→ **Stored data**

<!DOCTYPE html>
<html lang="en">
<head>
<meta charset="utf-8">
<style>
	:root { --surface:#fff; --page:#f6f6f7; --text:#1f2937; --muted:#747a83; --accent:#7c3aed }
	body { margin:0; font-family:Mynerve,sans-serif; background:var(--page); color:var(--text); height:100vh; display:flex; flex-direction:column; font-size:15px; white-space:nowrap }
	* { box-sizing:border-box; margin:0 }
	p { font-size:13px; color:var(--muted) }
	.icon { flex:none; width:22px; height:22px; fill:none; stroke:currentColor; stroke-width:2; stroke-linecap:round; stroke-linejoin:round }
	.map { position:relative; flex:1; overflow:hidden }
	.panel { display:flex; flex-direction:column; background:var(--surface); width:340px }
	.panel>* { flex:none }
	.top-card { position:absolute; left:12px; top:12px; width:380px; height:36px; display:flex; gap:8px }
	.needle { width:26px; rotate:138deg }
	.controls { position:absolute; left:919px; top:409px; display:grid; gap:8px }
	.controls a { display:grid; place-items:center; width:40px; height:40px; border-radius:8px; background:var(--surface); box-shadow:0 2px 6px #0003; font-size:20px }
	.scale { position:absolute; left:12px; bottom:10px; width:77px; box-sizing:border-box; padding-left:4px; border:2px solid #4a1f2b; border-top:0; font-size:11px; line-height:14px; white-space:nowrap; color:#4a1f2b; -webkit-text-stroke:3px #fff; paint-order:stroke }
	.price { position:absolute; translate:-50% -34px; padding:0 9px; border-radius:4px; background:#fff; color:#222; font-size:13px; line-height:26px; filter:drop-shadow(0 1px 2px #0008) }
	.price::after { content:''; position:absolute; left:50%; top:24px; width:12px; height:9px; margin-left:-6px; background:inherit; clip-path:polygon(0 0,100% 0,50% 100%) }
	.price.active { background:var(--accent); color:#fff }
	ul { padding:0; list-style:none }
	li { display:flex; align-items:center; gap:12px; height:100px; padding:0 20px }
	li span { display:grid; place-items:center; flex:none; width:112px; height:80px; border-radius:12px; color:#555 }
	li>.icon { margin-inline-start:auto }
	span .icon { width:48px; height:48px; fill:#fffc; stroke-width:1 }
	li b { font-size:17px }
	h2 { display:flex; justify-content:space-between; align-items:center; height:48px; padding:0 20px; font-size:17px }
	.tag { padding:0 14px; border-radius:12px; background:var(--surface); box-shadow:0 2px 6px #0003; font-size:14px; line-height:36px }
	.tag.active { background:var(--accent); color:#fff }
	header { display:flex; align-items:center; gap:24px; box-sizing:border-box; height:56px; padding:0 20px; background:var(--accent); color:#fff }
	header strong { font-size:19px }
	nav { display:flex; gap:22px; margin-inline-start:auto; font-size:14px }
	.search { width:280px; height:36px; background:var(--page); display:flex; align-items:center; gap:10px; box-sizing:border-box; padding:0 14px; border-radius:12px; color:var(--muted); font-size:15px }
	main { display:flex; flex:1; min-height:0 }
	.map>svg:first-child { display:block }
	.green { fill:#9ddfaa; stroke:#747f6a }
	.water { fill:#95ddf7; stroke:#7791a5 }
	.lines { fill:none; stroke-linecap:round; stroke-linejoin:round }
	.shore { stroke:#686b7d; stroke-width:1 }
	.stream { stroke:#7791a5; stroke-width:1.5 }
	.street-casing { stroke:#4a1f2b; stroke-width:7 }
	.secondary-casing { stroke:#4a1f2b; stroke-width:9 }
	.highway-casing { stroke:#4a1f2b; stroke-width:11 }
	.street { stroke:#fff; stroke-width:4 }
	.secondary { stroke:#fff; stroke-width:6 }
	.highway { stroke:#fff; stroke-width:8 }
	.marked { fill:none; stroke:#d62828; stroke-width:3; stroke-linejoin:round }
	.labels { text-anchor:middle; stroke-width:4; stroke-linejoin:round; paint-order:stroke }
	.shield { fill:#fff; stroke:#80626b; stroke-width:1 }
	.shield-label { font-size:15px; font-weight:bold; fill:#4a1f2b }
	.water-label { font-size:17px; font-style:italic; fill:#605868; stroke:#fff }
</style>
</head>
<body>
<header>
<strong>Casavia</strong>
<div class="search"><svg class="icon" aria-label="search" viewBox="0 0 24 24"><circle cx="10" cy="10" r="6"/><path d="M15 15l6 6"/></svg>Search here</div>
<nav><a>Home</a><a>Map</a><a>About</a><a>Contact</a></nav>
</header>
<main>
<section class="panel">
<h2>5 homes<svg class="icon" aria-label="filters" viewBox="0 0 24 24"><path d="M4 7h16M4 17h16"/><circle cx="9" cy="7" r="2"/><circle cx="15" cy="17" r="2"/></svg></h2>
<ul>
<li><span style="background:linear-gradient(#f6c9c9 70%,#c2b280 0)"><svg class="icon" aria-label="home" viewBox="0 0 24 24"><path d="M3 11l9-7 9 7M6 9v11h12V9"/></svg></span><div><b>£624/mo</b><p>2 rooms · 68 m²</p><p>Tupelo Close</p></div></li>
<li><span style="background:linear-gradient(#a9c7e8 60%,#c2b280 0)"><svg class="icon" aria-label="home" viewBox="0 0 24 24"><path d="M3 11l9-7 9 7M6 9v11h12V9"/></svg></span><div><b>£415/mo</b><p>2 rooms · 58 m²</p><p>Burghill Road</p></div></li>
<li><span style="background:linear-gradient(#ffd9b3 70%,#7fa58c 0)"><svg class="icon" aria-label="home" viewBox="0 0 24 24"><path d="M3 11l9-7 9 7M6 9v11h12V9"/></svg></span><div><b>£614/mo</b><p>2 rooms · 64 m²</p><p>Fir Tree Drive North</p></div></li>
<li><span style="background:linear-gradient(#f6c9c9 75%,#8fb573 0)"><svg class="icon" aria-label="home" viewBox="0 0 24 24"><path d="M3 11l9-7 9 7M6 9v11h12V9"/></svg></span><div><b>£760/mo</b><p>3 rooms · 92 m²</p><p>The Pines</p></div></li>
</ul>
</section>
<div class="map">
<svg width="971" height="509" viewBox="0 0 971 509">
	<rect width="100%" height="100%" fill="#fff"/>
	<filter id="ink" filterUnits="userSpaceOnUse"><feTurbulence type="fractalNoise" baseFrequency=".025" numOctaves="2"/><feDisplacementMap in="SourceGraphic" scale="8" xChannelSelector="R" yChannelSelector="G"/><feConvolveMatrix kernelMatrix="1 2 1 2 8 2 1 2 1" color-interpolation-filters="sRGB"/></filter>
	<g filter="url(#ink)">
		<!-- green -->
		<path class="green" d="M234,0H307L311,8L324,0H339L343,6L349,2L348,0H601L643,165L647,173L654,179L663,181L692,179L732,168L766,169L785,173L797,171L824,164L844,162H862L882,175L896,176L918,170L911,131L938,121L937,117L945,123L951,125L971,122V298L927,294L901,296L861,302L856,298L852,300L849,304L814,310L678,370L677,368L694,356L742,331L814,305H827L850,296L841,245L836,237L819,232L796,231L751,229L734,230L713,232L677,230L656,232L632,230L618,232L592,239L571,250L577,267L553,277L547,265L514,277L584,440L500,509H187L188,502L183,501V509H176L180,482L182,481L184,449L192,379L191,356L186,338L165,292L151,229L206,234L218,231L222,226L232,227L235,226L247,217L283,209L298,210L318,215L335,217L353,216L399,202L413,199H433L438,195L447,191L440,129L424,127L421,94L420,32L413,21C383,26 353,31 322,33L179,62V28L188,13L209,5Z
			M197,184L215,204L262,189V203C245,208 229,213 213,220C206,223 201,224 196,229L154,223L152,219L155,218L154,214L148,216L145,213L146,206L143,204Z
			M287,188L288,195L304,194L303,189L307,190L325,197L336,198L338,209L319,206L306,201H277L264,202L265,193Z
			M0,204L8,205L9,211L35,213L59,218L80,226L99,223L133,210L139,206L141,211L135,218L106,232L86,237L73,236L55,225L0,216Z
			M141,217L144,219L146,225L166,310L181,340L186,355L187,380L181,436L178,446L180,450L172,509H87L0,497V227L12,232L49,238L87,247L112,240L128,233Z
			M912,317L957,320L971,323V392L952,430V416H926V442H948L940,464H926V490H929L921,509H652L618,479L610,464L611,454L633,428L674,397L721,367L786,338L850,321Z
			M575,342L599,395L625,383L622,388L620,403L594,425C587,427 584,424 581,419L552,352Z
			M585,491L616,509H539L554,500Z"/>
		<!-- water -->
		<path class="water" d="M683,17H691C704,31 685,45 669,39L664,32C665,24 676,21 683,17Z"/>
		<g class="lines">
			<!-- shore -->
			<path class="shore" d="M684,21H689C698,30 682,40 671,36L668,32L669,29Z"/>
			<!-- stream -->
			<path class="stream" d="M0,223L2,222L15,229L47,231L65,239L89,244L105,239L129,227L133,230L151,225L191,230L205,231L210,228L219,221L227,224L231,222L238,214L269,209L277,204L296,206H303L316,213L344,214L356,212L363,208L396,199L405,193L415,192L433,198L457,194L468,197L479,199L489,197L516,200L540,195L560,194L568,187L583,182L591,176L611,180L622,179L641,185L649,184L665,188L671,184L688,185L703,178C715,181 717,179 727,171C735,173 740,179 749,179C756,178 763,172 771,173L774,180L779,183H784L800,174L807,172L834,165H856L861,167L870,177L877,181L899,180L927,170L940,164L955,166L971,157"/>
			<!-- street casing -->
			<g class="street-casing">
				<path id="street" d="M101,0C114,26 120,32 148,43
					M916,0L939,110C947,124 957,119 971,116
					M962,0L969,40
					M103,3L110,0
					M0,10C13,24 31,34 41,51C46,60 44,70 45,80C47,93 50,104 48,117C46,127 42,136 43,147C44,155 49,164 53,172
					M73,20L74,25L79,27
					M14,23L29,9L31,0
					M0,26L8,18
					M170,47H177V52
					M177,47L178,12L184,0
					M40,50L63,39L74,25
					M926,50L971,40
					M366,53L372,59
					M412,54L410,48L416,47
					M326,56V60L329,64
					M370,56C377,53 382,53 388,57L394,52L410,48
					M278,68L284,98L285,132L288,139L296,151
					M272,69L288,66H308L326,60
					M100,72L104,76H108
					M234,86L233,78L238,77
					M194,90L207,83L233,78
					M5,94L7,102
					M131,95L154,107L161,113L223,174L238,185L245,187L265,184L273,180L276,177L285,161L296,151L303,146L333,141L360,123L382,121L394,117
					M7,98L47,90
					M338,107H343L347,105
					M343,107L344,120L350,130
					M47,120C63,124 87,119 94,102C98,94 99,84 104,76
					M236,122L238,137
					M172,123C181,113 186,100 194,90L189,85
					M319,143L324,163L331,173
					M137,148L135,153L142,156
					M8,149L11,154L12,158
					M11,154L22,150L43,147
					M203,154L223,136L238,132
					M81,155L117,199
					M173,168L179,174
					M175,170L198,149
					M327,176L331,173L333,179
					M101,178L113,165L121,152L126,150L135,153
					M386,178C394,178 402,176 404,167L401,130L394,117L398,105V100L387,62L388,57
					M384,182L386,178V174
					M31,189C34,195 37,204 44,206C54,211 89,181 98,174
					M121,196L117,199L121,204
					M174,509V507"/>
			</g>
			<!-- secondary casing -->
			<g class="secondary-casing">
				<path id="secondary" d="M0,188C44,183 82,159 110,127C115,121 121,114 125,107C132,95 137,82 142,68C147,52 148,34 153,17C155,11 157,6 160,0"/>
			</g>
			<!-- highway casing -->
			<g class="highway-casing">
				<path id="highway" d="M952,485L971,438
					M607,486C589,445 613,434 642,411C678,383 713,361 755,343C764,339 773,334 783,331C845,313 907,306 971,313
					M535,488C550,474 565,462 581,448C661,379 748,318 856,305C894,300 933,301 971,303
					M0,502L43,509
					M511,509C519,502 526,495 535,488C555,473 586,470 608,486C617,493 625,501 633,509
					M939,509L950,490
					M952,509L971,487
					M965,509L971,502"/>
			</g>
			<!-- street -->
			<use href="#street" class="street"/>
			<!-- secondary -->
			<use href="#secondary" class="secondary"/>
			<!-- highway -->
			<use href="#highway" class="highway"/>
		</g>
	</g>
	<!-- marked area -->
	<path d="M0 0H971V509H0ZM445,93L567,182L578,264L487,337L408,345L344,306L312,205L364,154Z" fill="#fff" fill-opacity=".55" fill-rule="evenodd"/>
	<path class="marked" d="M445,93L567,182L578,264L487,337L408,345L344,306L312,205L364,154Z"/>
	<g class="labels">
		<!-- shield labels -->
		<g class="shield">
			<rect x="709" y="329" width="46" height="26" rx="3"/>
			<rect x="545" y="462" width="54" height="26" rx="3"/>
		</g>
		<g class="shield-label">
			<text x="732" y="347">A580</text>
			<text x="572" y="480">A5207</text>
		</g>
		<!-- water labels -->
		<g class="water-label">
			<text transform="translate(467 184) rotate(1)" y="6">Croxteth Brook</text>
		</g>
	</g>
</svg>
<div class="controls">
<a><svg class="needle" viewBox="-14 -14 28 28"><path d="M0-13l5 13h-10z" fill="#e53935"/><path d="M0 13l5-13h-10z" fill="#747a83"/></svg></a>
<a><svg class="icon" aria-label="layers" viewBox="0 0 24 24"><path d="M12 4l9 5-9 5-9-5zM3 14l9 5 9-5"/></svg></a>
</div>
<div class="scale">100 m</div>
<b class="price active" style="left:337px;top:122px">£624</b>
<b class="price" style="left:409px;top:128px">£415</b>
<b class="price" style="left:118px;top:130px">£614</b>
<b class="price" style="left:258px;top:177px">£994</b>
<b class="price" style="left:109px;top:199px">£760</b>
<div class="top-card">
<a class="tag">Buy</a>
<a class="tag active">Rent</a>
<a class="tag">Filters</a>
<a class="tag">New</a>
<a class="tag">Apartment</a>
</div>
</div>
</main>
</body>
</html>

→ **Task instructions**
Working from the records above, tally the lines that contain "panel" and give only the total.

→ **Solved problem**
3